In the 20th century, scientists began to study certain bacteria for clues about how life originated and maintains itself. Entirely new views about the significance of bacteria to human cultures and to the earth have evolved. In the 1940s, American researcher Selman Waksman pioneered the development of antibiotics by discovering a wide range of filamentous soil bacteria that produce these substances. This discovery meant that diseases that once were crippling or fatal could be controlled or even cured.
American microbiologist Lynn Margulis resurrected the forgotten early-20th-century studies by biologists Konstantin S. Mereschkovsky and B. M. Kozo-Polyansky of Russia and Ivan Wallin of the United States by showing the fundamental prokaryotic nature of eukaryotes like plants and animals. In the 1960s, Margulis's studies led to the conclusion that such key eukaryotic features as the energy-generating centers called mitochondria in all animals, plants, and fungi and the photosynthesizing centers called plastids in all algae and plants were derived from ancient bacteria that had been acquired through symbiosis.

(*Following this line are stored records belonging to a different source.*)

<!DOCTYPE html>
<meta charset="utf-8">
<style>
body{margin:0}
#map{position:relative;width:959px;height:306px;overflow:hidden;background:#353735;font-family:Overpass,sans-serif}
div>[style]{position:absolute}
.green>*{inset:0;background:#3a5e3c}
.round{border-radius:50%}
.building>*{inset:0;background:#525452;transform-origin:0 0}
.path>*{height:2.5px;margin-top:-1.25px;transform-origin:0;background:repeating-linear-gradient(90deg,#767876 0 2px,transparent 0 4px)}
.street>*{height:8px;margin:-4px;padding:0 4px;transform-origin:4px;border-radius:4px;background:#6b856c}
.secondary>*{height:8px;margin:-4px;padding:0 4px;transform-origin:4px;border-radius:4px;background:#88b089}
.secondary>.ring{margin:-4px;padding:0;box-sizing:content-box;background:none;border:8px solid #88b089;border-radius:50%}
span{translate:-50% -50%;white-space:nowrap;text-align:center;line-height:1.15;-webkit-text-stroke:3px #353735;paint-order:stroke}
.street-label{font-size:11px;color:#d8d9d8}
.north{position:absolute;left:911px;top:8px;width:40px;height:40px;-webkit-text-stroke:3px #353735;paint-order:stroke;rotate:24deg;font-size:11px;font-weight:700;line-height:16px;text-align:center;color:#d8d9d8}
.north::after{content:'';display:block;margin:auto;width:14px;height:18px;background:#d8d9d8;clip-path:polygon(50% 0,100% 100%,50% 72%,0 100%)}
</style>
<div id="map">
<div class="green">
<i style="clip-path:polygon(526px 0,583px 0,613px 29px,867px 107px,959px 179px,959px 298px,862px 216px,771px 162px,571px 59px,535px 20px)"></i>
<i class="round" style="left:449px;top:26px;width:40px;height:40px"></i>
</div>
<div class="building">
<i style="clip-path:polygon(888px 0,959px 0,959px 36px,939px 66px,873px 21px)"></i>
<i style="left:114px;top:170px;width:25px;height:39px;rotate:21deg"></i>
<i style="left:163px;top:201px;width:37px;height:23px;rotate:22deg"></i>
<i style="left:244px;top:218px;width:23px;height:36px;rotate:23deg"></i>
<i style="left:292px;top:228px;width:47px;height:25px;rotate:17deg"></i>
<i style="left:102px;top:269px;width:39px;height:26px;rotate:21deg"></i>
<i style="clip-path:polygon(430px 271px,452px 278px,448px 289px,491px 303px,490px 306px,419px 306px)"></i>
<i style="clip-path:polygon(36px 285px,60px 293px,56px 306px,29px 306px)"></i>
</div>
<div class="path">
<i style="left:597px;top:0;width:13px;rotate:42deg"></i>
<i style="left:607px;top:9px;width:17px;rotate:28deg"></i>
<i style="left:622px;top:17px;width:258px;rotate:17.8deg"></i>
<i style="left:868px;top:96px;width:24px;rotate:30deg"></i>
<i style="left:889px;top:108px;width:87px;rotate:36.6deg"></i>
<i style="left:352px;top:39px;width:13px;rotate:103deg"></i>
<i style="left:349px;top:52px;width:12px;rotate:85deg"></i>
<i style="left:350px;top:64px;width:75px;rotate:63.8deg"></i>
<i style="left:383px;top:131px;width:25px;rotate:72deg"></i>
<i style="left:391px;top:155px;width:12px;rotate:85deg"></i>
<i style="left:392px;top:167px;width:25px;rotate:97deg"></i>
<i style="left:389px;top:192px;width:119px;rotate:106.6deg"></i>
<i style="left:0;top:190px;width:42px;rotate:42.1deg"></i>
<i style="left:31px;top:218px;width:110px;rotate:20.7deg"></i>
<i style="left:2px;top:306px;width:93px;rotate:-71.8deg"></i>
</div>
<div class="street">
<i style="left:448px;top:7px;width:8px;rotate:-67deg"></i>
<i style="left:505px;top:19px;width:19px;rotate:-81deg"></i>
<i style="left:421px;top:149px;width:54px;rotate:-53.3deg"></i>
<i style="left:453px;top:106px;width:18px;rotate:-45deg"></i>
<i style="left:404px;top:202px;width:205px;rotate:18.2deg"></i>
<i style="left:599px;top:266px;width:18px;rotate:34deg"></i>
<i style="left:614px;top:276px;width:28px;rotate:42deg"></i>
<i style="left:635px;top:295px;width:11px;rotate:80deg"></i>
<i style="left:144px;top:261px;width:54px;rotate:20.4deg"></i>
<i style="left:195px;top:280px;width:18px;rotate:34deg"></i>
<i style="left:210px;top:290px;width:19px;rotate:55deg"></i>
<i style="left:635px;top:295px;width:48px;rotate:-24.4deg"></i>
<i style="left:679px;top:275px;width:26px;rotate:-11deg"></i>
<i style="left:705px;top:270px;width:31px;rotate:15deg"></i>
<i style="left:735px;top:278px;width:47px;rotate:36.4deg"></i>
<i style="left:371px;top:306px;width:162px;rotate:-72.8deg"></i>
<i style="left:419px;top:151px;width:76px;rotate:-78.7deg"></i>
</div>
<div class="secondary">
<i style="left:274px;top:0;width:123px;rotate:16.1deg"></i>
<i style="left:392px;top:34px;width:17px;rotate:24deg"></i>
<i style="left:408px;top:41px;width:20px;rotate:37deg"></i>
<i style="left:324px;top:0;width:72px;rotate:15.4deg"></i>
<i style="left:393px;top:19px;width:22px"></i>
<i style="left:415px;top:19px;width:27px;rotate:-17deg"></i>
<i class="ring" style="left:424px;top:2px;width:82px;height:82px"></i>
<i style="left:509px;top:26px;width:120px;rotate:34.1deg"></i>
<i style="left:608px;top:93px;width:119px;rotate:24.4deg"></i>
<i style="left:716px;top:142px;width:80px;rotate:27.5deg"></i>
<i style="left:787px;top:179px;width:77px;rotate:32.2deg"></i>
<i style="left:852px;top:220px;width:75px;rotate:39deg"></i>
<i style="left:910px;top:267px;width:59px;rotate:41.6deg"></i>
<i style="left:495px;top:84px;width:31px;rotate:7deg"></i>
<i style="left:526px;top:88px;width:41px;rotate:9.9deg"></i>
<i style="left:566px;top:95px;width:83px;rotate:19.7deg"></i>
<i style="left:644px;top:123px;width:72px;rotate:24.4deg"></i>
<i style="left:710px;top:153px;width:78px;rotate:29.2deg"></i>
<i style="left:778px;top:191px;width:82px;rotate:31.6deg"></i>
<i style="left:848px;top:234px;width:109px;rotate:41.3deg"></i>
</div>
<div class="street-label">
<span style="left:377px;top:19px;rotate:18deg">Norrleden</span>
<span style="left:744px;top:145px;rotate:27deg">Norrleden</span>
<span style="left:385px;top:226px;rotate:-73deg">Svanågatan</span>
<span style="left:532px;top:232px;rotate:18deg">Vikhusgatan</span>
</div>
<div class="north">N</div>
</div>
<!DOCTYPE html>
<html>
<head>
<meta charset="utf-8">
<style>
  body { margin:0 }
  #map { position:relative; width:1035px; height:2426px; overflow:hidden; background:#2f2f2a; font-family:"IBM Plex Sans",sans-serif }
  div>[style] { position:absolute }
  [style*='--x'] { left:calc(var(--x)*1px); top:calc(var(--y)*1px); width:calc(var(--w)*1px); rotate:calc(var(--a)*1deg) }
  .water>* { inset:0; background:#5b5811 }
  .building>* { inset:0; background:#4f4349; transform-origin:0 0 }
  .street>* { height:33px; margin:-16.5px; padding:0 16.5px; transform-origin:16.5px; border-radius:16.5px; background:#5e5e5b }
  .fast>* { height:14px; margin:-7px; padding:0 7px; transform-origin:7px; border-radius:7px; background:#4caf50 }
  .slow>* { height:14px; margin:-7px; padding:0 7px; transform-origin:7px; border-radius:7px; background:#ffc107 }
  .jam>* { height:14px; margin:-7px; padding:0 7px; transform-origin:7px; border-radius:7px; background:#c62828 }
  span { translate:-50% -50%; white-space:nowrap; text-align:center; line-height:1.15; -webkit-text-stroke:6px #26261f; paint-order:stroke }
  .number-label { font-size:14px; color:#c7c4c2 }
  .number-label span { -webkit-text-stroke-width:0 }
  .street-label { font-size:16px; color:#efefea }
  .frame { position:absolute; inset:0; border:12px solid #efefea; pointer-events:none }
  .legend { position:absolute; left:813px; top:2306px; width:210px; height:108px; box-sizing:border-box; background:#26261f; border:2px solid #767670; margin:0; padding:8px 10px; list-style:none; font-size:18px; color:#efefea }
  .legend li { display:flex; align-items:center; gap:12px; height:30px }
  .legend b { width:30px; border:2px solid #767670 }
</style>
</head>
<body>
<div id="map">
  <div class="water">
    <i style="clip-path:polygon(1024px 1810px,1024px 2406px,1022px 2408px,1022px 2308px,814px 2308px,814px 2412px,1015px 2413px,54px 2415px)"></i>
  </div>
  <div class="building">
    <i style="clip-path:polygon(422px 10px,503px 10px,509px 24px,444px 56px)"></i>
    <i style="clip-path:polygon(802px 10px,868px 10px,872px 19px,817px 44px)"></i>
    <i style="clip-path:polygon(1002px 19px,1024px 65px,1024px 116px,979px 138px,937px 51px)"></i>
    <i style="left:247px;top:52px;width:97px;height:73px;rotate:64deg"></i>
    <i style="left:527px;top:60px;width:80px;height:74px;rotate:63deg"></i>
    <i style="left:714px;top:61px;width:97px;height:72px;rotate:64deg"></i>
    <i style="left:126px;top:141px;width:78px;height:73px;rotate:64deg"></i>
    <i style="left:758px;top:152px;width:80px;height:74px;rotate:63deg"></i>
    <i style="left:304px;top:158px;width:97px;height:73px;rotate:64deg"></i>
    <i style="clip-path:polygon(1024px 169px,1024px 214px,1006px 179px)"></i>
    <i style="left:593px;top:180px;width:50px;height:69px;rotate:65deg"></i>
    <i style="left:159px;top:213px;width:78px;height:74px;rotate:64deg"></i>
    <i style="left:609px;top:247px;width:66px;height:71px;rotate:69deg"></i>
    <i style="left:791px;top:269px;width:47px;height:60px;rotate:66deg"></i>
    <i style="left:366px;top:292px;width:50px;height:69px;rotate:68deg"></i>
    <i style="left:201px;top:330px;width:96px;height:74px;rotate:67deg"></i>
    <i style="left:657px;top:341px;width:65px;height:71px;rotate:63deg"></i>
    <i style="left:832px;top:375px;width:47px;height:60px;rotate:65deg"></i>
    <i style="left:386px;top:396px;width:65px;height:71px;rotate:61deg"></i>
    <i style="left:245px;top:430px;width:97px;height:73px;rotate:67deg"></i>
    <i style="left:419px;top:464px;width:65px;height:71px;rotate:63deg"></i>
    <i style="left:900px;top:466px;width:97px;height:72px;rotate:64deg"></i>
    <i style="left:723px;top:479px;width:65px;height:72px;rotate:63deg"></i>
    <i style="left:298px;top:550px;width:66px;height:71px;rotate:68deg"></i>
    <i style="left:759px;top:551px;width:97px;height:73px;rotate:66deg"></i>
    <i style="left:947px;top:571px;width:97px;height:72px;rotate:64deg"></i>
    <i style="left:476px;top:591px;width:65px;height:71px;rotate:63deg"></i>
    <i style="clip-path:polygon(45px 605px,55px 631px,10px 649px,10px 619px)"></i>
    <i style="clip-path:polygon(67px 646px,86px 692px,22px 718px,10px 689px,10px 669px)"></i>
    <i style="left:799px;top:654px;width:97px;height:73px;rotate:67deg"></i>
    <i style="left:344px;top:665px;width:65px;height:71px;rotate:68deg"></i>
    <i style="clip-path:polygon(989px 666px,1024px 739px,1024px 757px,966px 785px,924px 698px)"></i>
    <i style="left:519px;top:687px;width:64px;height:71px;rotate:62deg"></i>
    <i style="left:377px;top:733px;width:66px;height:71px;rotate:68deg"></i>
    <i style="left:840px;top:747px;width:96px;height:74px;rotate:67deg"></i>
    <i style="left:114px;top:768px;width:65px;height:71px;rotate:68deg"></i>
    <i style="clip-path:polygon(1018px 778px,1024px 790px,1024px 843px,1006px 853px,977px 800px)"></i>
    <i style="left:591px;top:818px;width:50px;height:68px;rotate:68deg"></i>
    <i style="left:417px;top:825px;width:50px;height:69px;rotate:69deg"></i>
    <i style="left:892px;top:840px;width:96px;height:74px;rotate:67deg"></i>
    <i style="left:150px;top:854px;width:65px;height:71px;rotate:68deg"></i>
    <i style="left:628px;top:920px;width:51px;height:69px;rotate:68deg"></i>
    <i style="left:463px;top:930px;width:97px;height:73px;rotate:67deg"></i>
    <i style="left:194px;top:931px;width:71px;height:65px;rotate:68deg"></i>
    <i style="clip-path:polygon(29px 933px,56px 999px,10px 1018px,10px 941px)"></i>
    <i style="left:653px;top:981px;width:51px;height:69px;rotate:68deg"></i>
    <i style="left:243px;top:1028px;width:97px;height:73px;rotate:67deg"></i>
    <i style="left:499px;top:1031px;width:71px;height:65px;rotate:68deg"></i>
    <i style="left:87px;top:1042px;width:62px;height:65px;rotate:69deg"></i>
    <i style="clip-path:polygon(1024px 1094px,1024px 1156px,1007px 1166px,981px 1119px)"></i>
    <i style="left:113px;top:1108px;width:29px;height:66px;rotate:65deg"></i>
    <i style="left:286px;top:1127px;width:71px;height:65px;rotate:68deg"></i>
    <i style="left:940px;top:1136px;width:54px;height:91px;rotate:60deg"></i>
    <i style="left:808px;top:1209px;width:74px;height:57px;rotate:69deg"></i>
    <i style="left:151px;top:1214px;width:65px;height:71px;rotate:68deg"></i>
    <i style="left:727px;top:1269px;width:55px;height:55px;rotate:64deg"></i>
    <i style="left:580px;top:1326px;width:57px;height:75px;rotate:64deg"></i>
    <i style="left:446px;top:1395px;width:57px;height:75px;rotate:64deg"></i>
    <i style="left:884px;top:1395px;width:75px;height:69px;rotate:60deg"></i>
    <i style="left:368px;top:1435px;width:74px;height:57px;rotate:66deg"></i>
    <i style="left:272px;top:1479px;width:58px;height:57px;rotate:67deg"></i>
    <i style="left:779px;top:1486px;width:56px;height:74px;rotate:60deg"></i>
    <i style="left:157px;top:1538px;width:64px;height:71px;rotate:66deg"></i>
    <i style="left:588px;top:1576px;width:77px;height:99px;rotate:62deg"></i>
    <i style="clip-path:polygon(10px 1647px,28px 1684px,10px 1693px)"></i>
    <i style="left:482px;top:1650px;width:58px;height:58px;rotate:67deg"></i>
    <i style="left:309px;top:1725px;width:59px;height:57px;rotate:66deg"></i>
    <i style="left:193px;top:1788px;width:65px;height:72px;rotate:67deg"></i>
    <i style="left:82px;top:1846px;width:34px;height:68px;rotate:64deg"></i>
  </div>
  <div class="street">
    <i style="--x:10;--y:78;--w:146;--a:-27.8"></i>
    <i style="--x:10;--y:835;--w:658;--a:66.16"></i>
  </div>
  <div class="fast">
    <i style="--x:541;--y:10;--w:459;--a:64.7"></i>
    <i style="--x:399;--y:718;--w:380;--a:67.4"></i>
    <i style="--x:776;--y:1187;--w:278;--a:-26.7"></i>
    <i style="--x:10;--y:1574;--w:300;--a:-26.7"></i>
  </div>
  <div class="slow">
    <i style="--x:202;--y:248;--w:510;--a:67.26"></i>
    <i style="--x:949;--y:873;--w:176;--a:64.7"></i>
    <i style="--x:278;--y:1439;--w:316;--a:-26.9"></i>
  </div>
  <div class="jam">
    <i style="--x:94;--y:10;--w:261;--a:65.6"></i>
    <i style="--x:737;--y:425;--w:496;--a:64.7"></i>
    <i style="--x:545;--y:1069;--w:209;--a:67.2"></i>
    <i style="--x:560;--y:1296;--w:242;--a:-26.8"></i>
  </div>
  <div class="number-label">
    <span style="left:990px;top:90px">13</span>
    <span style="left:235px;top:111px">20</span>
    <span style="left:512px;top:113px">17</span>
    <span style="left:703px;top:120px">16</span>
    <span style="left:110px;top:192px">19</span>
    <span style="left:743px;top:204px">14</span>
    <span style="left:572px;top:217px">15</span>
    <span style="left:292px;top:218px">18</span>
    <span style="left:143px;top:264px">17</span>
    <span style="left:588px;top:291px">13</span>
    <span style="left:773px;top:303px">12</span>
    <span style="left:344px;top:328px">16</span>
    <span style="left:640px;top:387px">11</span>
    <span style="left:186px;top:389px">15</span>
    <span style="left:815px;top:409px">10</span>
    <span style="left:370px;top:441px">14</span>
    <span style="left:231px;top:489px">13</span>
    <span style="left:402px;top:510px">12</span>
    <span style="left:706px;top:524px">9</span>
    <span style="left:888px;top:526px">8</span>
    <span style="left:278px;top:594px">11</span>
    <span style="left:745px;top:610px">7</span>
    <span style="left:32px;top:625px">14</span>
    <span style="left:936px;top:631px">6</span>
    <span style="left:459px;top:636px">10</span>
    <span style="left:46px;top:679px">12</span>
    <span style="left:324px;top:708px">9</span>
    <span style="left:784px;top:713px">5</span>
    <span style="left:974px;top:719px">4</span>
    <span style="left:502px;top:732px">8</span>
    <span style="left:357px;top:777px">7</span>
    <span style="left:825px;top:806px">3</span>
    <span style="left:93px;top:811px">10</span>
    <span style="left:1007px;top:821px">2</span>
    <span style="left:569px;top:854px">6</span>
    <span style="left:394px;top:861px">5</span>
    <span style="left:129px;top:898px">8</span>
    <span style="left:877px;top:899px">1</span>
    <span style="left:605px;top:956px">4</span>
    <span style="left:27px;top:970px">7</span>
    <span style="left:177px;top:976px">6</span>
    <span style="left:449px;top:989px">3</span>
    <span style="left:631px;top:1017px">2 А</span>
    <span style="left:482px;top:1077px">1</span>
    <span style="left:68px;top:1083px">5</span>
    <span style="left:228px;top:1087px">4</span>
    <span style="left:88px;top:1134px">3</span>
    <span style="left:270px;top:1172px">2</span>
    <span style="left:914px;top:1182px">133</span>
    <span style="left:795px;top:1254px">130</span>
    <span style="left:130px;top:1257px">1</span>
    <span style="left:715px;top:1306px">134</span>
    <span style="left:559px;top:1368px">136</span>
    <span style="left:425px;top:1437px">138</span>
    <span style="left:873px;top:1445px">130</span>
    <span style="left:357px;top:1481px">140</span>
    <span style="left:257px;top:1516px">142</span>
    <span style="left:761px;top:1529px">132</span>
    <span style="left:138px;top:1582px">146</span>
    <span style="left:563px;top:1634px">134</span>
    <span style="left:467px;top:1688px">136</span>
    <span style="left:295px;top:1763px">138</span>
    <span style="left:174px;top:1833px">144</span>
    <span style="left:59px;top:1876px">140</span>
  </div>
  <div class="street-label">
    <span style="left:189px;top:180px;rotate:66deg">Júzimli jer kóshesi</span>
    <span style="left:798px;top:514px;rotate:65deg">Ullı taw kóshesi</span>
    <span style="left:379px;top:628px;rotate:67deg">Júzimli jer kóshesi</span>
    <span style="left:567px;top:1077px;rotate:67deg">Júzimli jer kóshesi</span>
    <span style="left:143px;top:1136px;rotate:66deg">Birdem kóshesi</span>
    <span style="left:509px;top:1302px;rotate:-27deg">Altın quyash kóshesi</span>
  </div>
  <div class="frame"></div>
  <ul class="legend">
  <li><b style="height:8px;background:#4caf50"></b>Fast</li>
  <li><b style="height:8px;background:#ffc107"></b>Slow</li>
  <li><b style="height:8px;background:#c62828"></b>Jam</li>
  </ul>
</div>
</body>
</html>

In the 1980s American microbiologist Carl Woese promoted a revolutionary new way to classify and study bacteria. Developing a technique based on analyzing the sequence of mutations in genetic material, Woese showed that animals, plants, and fungi are more closely related than many species of bacteria are to one another.

Bacteria in Our Daily Lives
Bacteria are like living paint, covering nearly every surface imaginable and living within other living and nonliving things. Many exist in a symbiotic condition in which they function as partners with other organisms. This symbiosis has profound consequences on people's lives. For example, the agricultural industry depends on the existence of bacteria that can transform the nitrogen gas from the atmosphere into ammonia in the soil that plants can use in a process called nitrogen fixation.
The influence of bacteria may be most pronounced in their recycling ability. Like fungi, bacteria feed on dying material and convert it back into basic substances. This process of decomposition is as significant as photosynthesis, for without it food chains would cease, and fallen trees, leaves, and other refuse would simply pile up. Bacteria also strongly influence the movement of key elements, such as sulfur, iron, phosphorus, and carbon, around the globe. The weathering of rocks, which releases elements back into life systems for use, is substantially enhanced by the breakdown processes of bacteria.
Bacteria are the main digesters of cellulose within cows and other mammals. Cattle have evolved special stomachs that maintain bacteria and protista and allow for fermentation of the grass products. Considering that the manufacture of cheeses is dependent on bacterial fermentation, it is evident that the dairy industry would be nonexistent without bacteria.
The main cleansing agents in sewage treatment are a variety of specialized bacteria that convert, mostly through fermentation, the organic materials of sewage into carbon dioxide, methane, and hydrogen gases. There is a bacterial species involved with the production of nearly every familiar product. For example, vinegar, which is used as both a flavor enhancer and an important food preservative, results from the conversion of ethyl alcohol to acetic acid by acetic-acid bacteria. Specific enzymes extracted from bacteria are used in spot removers, meat tenderizers, laundry starches, and household detergents. Bacteria are now used throughout the growing biotechnology industry in the development of new products for medical treatment. Bacteria that can digest petroleum are even used in oil-spill cleanups.